[Collected data entries]
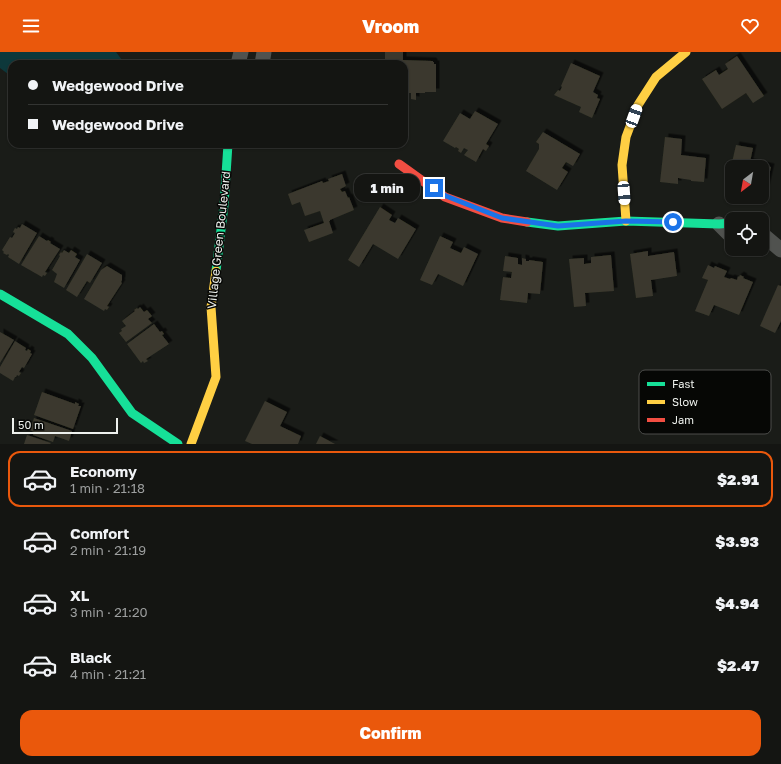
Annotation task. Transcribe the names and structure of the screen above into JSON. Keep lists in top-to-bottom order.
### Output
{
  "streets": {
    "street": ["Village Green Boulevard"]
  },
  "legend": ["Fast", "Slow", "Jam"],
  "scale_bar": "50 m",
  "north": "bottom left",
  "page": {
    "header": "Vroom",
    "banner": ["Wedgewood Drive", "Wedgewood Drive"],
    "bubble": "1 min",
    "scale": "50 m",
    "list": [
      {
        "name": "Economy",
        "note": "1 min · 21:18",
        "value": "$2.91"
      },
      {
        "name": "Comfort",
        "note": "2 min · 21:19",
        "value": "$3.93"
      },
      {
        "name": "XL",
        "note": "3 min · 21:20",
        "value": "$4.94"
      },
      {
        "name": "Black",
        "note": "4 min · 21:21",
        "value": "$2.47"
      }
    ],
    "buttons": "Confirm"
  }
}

WHAT THE EXERCISE ASKS:
Copy the records above exactly. The pictures are not part of the copy.

SOLUTION TO THIS TASK:
Annotation task. Transcribe the names and structure of the screen above into JSON. Keep lists in top-to-bottom order.
### Output
{
  "streets": {
    "street": ["Village Green Boulevard"]
  },
  "legend": ["Fast", "Slow", "Jam"],
  "scale_bar": "50 m",
  "north": "bottom left",
  "page": {
    "header": "Vroom",
    "banner": ["Wedgewood Drive", "Wedgewood Drive"],
    "bubble": "1 min",
    "scale": "50 m",
    "list": [
      {
        "name": "Economy",
        "note": "1 min · 21:18",
        "value": "$2.91"
      },
      {
        "name": "Comfort",
        "note": "2 min · 21:19",
        "value": "$3.93"
      },
      {
        "name": "XL",
        "note": "3 min · 21:20",
        "value": "$4.94"
      },
      {
        "name": "Black",
        "note": "4 min · 21:21",
        "value": "$2.47"
      }
    ],
    "buttons": "Confirm"
  }
}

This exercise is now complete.